Exercise inputs:

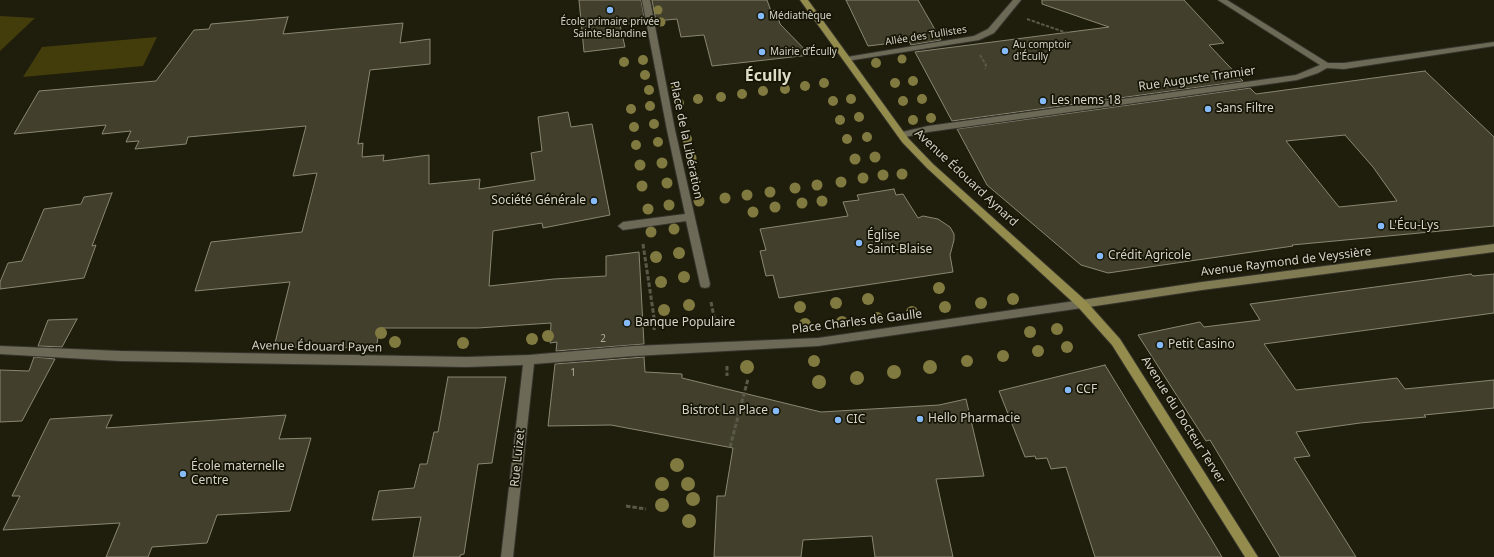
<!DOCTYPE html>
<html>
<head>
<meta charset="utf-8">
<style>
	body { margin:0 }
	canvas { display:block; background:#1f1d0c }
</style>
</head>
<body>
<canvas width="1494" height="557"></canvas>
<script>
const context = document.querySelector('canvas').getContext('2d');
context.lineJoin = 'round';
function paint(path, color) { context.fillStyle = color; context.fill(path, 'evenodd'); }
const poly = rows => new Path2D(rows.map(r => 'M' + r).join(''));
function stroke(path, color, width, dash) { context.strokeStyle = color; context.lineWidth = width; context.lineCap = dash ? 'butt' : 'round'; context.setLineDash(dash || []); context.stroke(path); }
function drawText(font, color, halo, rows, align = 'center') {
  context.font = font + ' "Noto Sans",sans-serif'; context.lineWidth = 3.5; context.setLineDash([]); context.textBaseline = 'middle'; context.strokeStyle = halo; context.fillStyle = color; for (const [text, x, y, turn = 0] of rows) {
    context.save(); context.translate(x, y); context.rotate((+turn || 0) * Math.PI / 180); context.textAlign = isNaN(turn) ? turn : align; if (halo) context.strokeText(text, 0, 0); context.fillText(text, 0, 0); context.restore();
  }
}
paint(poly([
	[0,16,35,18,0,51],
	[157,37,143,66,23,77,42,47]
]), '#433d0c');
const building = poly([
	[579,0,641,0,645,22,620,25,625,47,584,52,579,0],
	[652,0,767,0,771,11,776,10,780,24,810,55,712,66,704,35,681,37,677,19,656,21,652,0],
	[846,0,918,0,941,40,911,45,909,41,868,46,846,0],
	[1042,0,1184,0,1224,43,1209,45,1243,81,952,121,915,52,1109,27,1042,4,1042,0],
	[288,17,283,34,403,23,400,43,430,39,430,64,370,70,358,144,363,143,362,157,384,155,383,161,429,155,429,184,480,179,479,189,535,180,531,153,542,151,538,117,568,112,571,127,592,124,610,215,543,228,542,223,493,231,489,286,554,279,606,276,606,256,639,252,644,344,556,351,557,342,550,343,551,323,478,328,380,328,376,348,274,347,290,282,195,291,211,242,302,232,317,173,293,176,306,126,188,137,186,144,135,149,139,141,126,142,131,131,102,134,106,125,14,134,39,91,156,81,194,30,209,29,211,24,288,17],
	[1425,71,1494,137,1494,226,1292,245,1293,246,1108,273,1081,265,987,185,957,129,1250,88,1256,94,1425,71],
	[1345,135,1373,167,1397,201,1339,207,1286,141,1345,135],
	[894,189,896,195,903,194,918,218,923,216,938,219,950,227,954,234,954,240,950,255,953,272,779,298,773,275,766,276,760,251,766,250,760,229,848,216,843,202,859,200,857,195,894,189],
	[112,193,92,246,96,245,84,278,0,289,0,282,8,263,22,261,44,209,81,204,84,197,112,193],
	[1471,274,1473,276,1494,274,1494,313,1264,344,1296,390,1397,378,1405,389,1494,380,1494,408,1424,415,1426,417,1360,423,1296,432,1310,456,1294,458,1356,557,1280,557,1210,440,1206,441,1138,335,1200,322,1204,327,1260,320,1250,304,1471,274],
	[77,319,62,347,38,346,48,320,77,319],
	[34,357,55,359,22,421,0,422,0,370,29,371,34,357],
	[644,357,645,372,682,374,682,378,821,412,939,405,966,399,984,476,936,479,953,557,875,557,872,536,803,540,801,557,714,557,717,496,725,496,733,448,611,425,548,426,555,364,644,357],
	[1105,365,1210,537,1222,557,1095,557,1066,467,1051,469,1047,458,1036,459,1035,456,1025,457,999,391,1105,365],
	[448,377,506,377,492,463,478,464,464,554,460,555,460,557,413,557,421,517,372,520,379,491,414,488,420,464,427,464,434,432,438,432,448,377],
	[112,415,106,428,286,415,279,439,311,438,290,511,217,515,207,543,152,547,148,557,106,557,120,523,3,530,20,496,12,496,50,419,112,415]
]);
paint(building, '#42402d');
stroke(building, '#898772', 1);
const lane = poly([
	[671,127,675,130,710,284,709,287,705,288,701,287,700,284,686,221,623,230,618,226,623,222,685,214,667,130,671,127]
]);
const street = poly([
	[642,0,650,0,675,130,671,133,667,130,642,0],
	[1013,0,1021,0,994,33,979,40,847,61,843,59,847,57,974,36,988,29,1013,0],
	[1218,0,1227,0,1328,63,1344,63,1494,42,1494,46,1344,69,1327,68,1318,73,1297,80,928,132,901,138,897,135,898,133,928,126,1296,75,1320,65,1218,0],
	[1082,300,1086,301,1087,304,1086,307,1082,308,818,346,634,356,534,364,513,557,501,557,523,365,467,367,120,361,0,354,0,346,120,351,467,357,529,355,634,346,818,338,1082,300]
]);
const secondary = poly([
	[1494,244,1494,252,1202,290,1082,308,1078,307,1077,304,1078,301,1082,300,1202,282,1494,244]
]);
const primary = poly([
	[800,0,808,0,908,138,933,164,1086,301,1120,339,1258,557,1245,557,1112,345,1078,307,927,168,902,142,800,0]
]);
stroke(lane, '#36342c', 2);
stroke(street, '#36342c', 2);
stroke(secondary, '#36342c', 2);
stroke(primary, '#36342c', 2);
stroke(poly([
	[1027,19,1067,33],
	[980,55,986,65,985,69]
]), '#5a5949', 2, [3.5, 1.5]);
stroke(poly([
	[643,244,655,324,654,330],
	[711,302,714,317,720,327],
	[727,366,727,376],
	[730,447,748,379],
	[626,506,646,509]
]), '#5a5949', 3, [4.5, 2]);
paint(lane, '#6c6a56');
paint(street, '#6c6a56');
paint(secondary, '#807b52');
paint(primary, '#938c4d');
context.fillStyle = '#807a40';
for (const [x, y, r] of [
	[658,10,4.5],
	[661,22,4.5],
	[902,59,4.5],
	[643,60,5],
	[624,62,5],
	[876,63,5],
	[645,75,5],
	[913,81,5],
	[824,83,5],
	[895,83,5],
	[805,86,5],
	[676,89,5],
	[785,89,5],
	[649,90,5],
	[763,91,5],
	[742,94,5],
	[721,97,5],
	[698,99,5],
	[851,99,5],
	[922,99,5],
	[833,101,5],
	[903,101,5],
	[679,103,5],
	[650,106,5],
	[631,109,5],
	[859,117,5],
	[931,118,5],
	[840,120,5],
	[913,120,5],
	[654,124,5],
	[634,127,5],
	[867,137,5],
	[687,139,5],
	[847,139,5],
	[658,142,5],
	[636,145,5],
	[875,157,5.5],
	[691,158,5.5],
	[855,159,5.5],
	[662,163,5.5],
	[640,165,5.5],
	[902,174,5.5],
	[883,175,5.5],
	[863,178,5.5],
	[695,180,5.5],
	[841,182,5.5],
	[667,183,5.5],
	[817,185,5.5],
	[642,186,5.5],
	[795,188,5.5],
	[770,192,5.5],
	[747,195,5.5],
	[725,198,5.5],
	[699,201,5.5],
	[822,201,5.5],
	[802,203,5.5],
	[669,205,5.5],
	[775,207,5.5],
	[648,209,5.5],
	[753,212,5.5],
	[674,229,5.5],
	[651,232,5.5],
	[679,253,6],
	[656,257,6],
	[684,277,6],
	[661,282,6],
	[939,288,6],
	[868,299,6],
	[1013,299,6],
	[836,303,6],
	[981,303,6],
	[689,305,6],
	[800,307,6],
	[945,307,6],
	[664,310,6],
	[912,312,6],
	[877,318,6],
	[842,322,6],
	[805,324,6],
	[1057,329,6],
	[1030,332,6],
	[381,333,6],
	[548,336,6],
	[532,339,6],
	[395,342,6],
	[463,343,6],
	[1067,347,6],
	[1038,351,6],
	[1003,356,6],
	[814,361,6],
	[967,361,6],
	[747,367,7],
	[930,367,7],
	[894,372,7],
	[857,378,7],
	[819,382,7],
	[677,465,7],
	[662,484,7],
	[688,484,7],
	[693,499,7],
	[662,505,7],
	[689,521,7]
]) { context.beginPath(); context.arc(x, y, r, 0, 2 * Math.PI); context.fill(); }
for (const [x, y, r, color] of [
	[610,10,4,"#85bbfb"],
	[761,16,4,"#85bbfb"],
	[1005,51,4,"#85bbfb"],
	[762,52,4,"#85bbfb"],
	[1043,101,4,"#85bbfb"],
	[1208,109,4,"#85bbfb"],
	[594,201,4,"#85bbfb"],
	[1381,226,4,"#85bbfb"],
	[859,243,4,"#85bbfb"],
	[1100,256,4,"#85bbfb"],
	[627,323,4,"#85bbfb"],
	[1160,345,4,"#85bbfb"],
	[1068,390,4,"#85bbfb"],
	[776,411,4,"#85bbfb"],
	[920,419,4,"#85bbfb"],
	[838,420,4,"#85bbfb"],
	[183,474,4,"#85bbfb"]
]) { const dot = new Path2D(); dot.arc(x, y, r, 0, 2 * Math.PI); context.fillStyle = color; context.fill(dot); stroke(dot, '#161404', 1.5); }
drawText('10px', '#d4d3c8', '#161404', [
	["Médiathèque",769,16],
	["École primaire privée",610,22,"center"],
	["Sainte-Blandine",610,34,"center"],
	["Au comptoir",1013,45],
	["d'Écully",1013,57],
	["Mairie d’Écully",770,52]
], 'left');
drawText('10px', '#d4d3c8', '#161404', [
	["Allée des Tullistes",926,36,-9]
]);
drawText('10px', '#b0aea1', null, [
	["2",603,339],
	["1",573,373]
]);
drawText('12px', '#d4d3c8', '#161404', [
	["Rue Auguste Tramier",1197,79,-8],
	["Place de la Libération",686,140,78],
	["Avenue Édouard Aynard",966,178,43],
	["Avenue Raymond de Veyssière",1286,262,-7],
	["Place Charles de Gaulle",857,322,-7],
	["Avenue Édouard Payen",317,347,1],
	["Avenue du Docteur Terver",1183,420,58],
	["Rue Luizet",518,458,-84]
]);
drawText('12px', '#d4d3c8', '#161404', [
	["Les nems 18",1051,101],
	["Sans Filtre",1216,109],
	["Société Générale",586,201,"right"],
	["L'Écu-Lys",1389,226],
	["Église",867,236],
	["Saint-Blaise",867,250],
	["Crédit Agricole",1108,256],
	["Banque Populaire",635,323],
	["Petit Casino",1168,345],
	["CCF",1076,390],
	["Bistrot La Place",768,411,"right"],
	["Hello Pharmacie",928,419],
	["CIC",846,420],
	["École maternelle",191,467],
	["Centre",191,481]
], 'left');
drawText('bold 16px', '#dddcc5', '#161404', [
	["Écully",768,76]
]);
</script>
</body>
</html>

What the task asks: Lines that contain the string "setLineDash" should be copied from the material above.

Expected output:
function stroke(path, color, width, dash) { context.strokeStyle = color; context.lineWidth = width; context.lineCap = dash ? 'butt' : 'round'; context.setLineDash(dash || []); context.stroke(path); }
  context.font = font + ' "Noto Sans",sans-serif'; context.lineWidth = 3.5; context.setLineDash([]); context.textBaseline = 'middle'; context.strokeStyle = halo; context.fillStyle = color; for (const [text, x, y, turn = 0] of rows) {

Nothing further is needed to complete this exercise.